Aims: Chia seed (Salvia hispanica L.) gum is a mucoadhesive, biodegradable polymer with sustained release properties. Objective: The objective of this study was to compare different formulations of glipizide-loaded microparticles using chia seed mucilage and sodium alginate, focusing on sustained release and mucoadhesive properties. Background: The present study aimed to comparatively evaluate various eco-friendly formulations of glipizide-loaded microparticles prepared using chia seed mucilage and sodium alginate. Materials and Methods: Gum was extracted from chia seeds and lyophilized, and preformulation studies were performed according to established protocols. Microparticles were formulated using the ionic gelation method, with sodium alginate as a copolymer and zinc chloride as a cross-linking agent. The prepared microparticles were evaluated using scanning electron microscopy (SEM) for size and particle aggregation, and Fourier Transform infrared spectroscopy (FTIR) for drug-polymer interaction, entrapment efficiency, swelling index, and in vitro drug release.
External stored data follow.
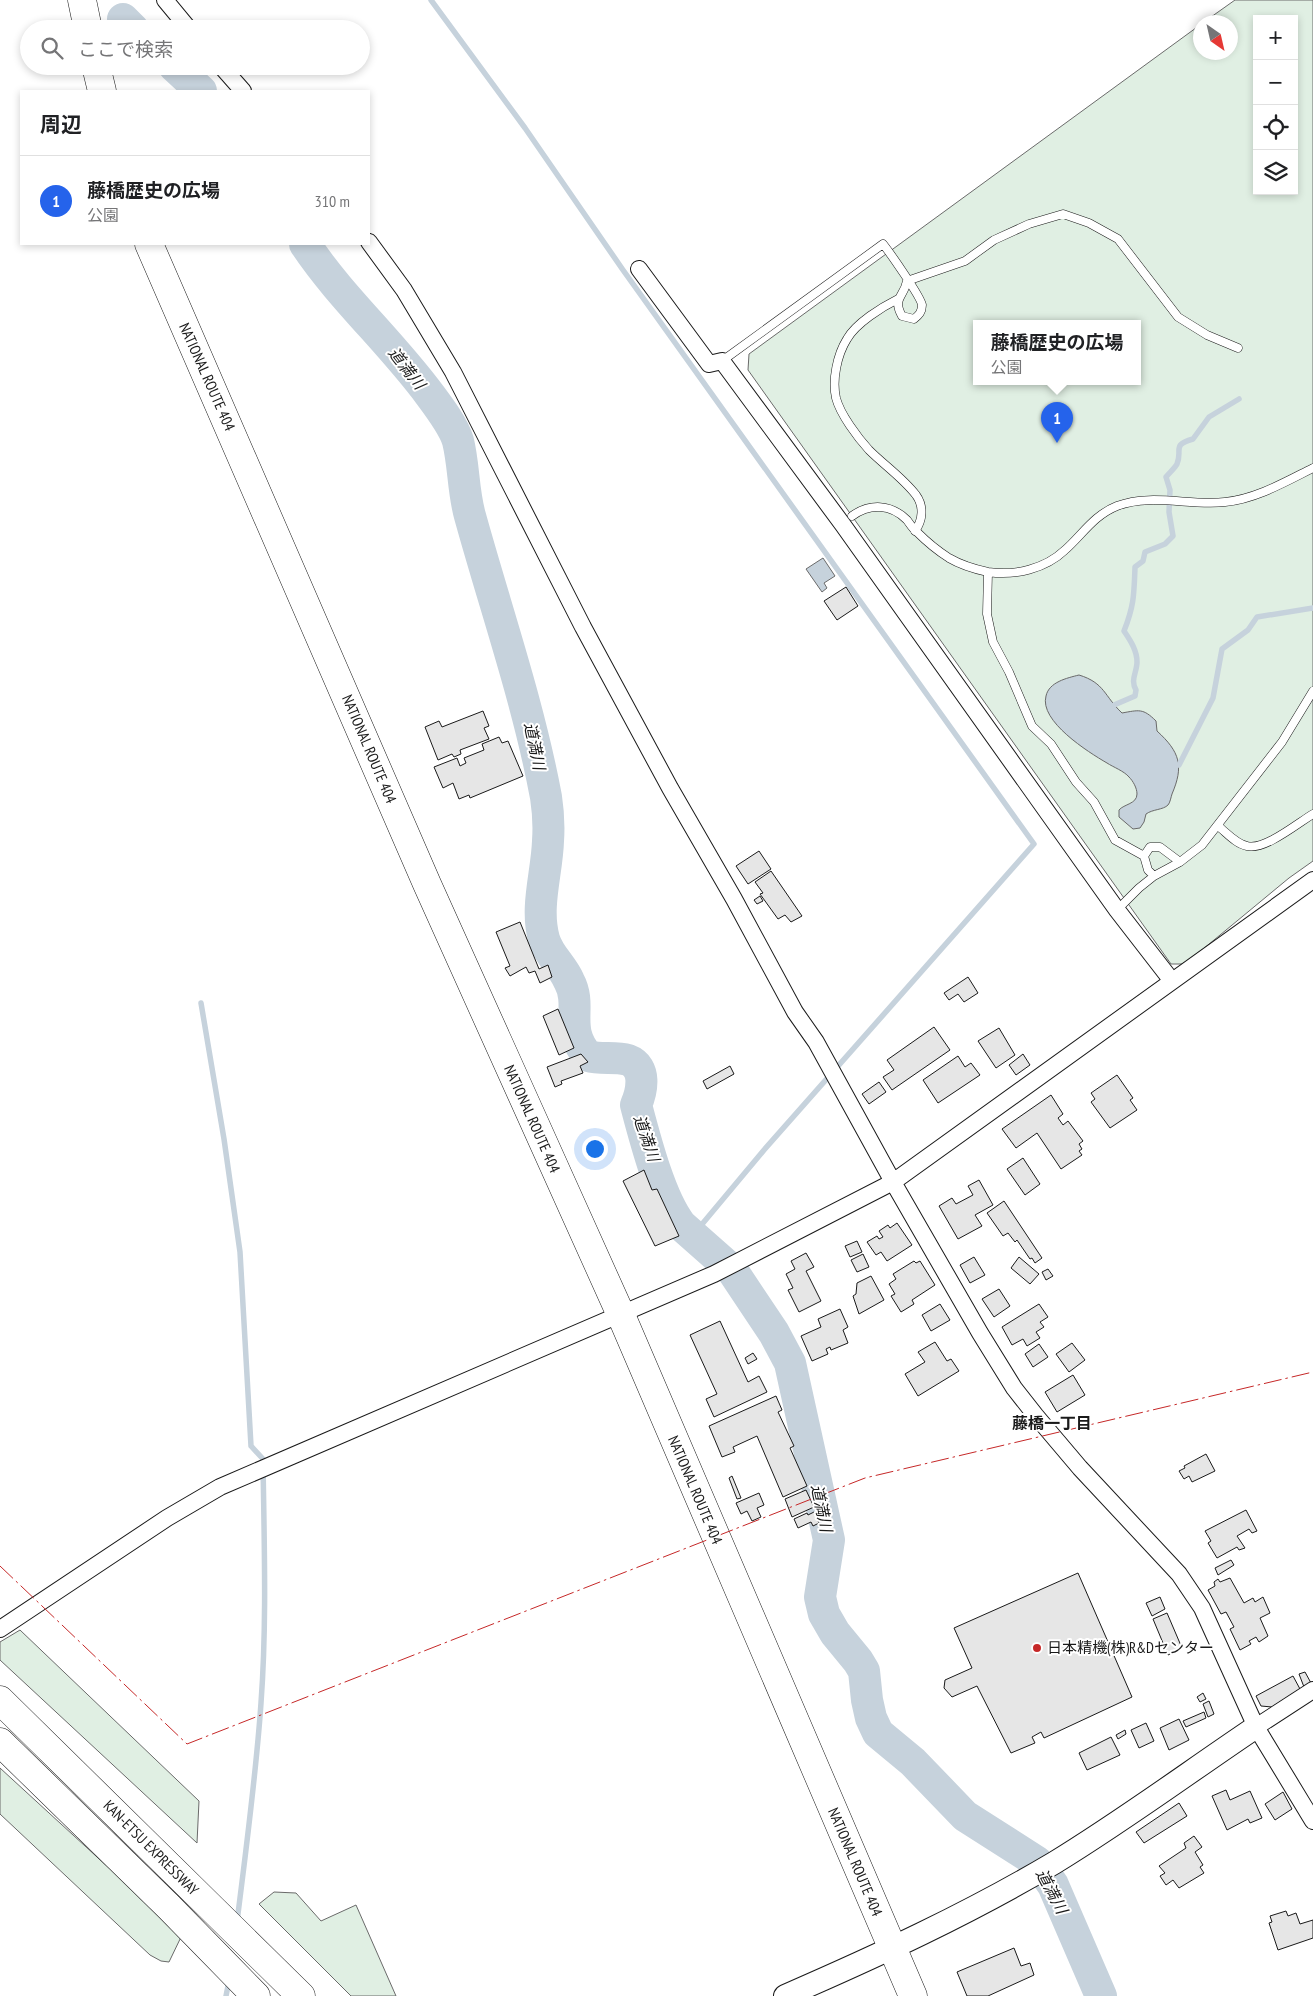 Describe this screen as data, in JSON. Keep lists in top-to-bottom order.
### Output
{
  "streets": {
    "highway": ["NATIONAL ROUTE 404", "KAN-ETSU EXPRESSWAY"]
  },
  "districts": ["藤橋一丁目"],
  "water": ["道満川"],
  "places": ["日本精機(株)R&Dセンター"],
  "north": "bottom right",
  "page": {
    "map_buttons": ["+", "−"],
    "search": "ここで検索",
    "heading": "周辺",
    "list": [
      {
        "mark": "1",
        "name": "藤橋歴史の広場",
        "note": "公園",
        "value": "310 m"
      }
    ],
    "popup": ["藤橋歴史の広場", "公園"],
    "pins": "1"
  }
} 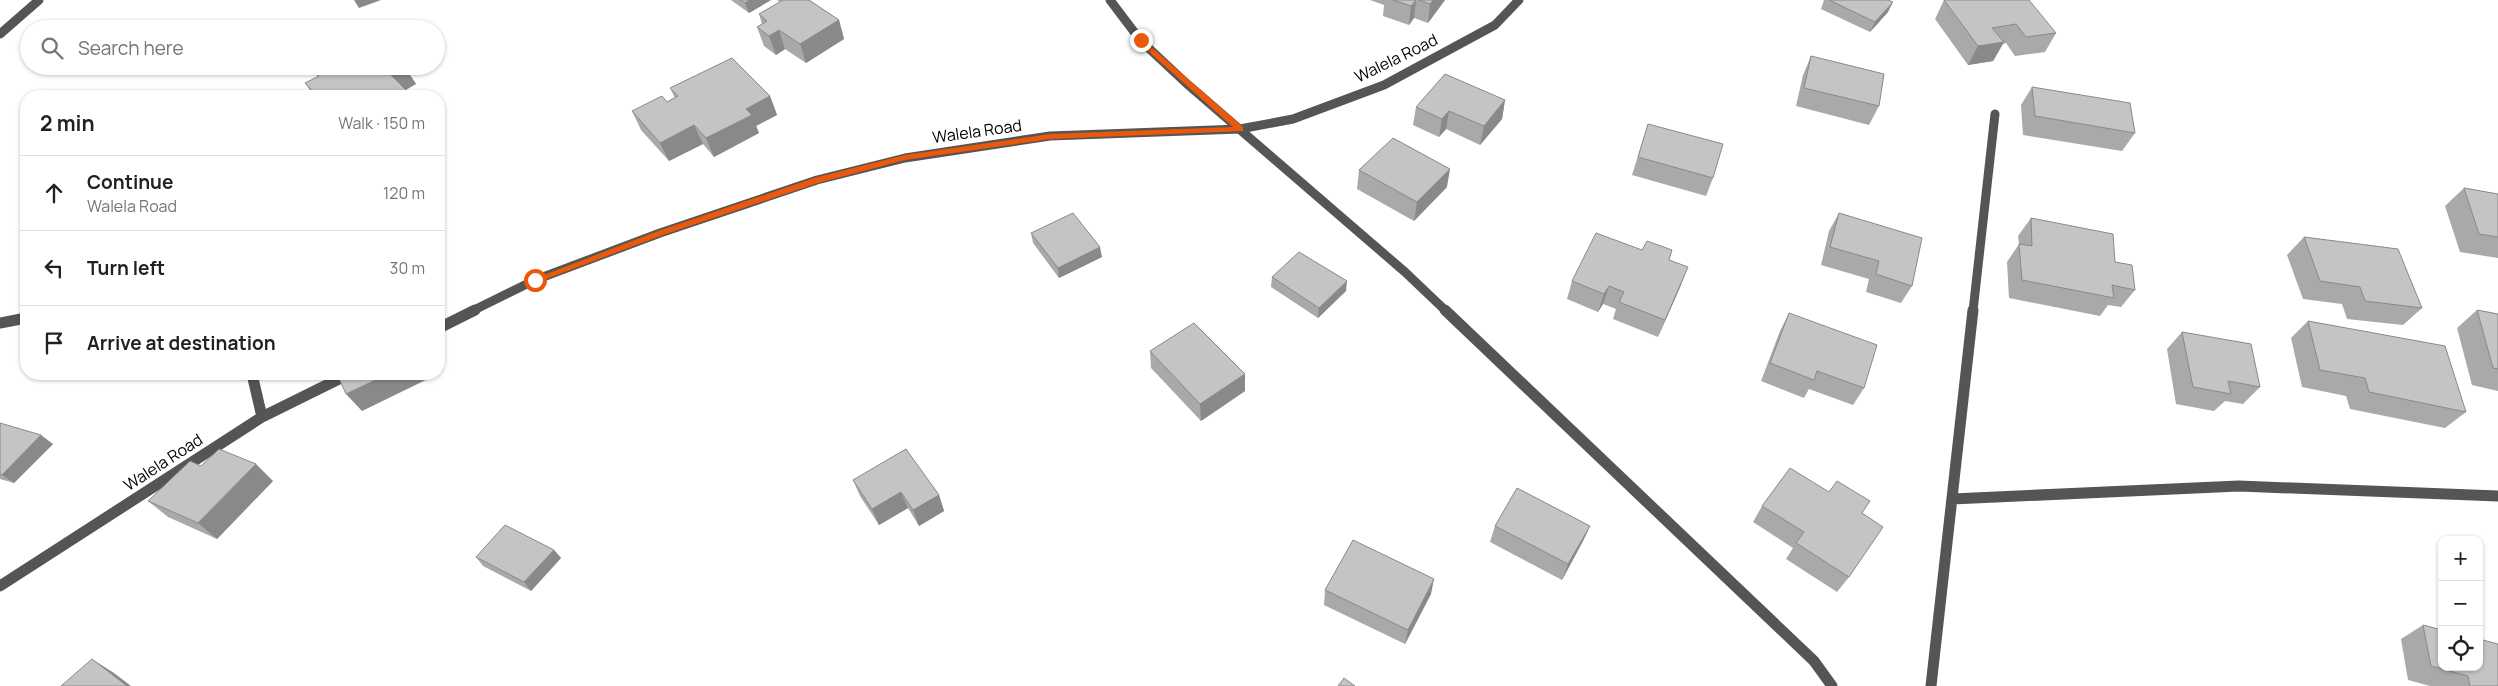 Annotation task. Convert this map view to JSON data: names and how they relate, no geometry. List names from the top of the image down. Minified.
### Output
{"streets":{"street":["Walela Road"]},"page":{"search":"Search here","heading":["2 min","Walk · 150 m"],"list":[["Continue","Walela Road","120 m"],["Turn left","30 m"],"Arrive at destination"],"map_buttons":["+","−"]}} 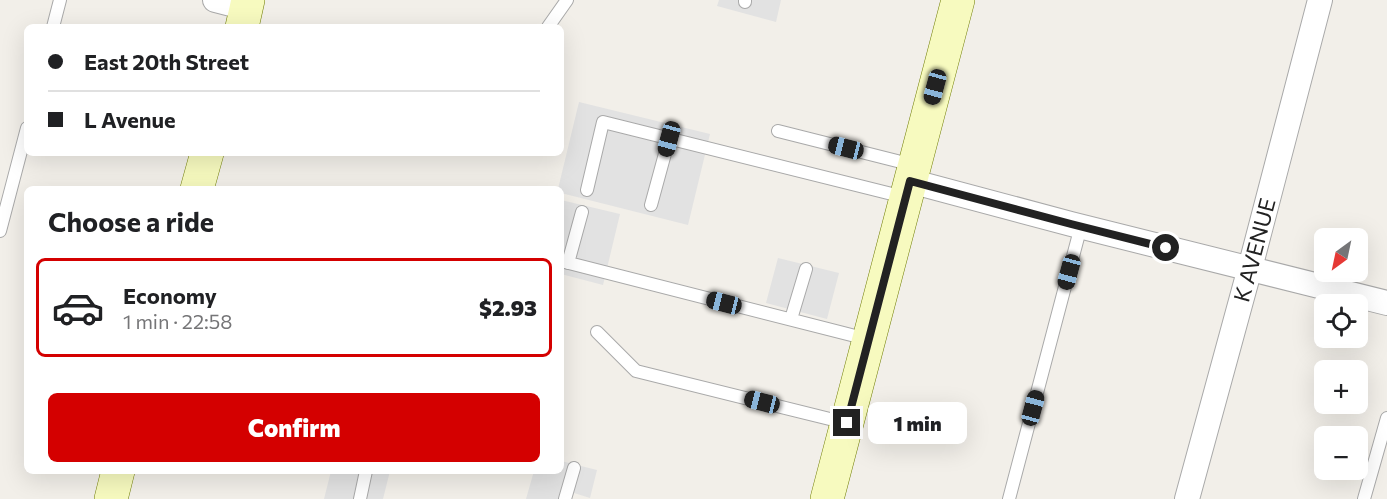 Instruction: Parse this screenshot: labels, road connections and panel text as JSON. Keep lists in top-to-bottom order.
{
  "streets": {
    "street": ["K AVENUE"]
  },
  "north": "bottom left",
  "page": {
    "banner": ["East 20th Street", "L Avenue"],
    "heading": "Choose a ride",
    "map_buttons": ["+", "−"],
    "list": [
      {
        "name": "Economy",
        "note": "1 min · 22:58",
        "value": "$2.93"
      }
    ],
    "buttons": "Confirm",
    "bubble": "1 min"
  }
} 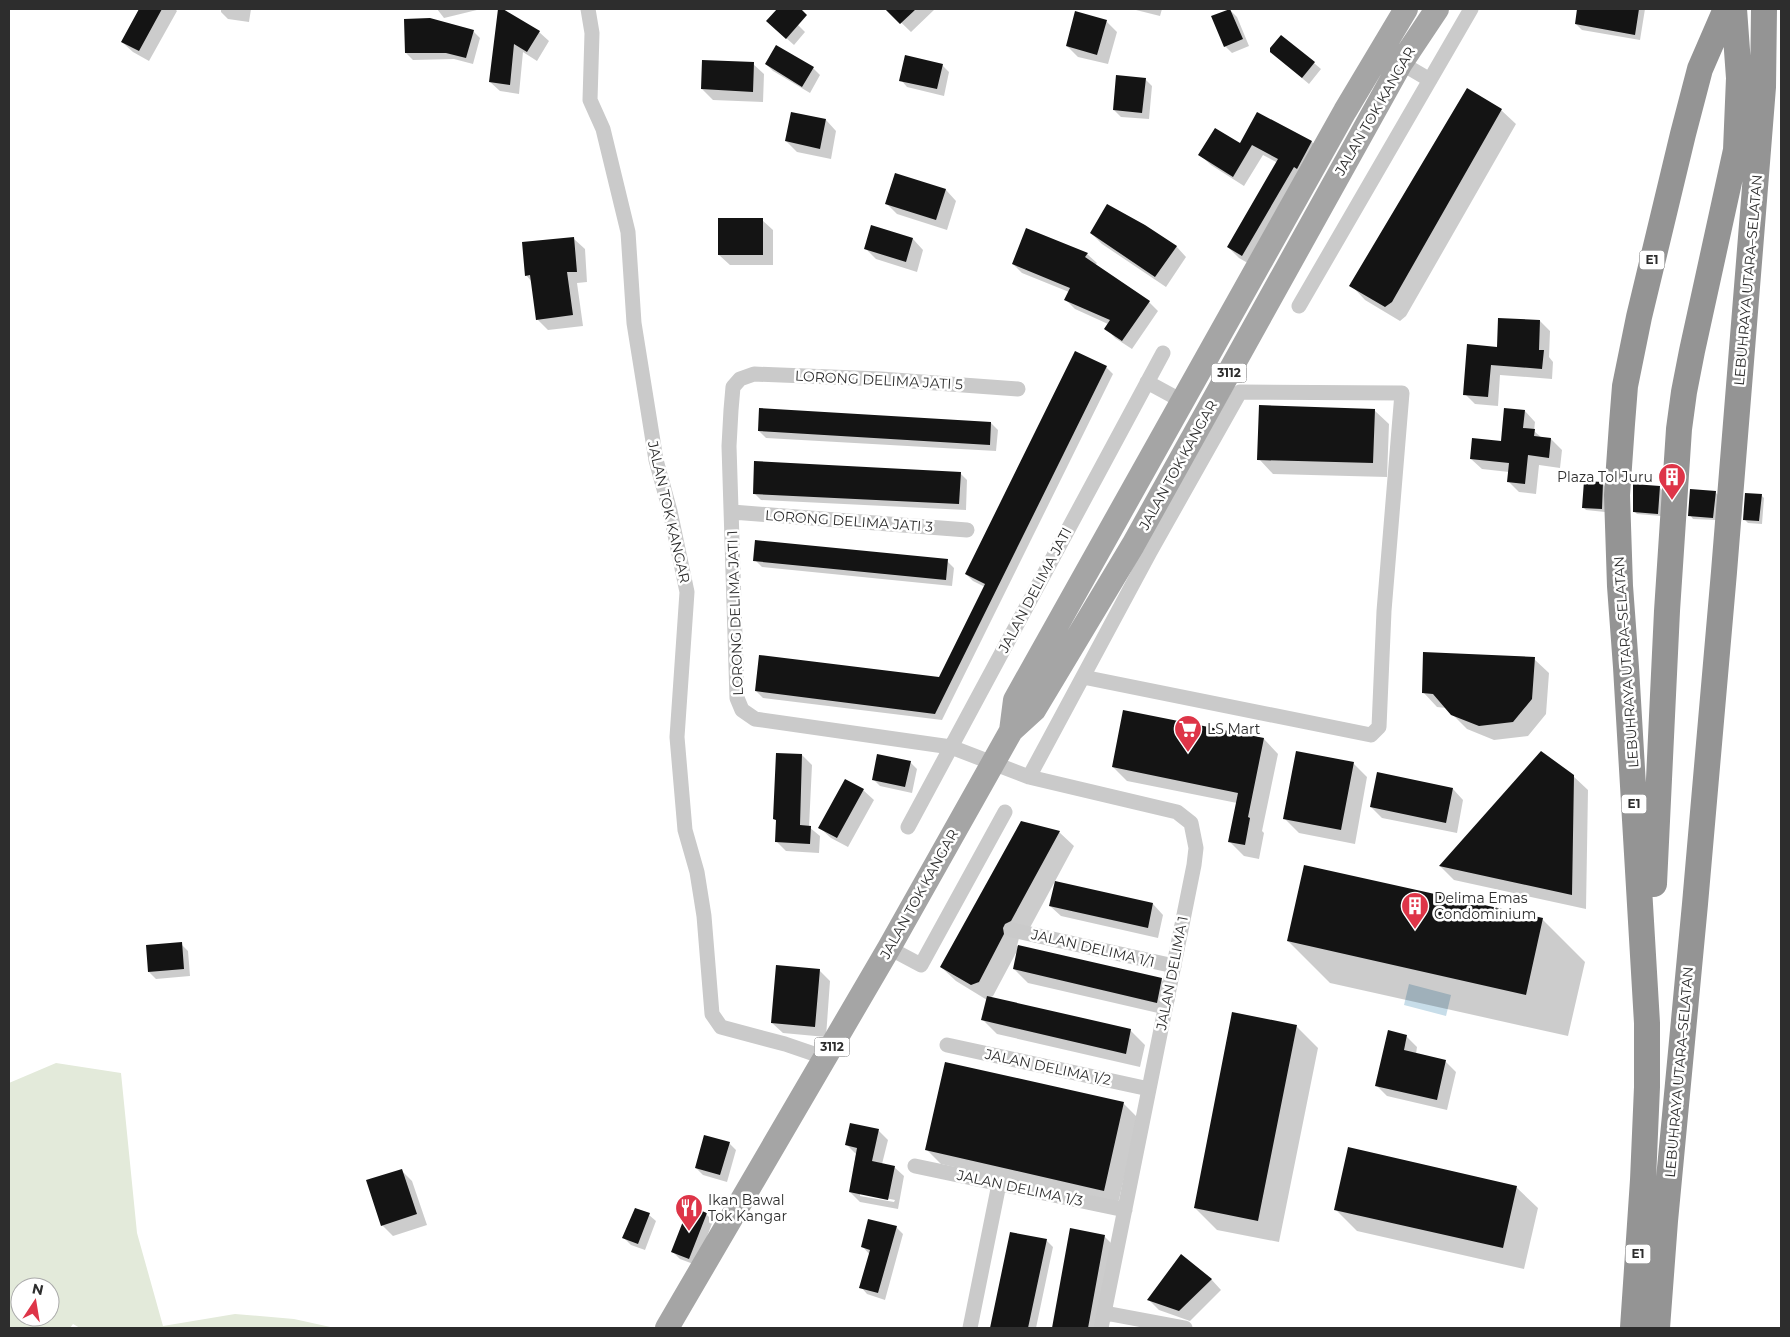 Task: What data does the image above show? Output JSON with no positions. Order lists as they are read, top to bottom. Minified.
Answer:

Results: The % yield of chia seed mucilage was 27.35%. The pH of the mucilaginous suspension was 4.67 ± 0.50. The moisture content value was 14.56 % ± 0.50. The values of Carr's index and Hausner's ratio were 22.58 ± 1.89 and 1.38 ± 0.05, respectively. FTIR spectra showed no interaction between pure glipizide and chia seed mucilage, confirming no possible change in glipizide's pharmacology. SEM studies have confirmed the shape of the microparticles to be spherical, with average sizes ranging from 1235.18 ± 8.7 to 1423.25 ± 9.5 µm, and the drug entrapment efficiency ranged from 64.25 ± 2.52 to 81.82 ± 7.56%. The release of glipizide from the microparticles was sustained, and the Higuchi and Korsmeyer-Peppas models were found to be the best-fit kinetic models. Conclusion: The promising copolymer blend of chia seed mucilage and sodium alginate was used for the development of sustained-release dosage forms. A copolymer blend with a ratio of 1:1 produced glipizide-loaded microparticles with sustained release profiles and good mucoadhesive ability, along with a high percentage of drug entrapment efficiency.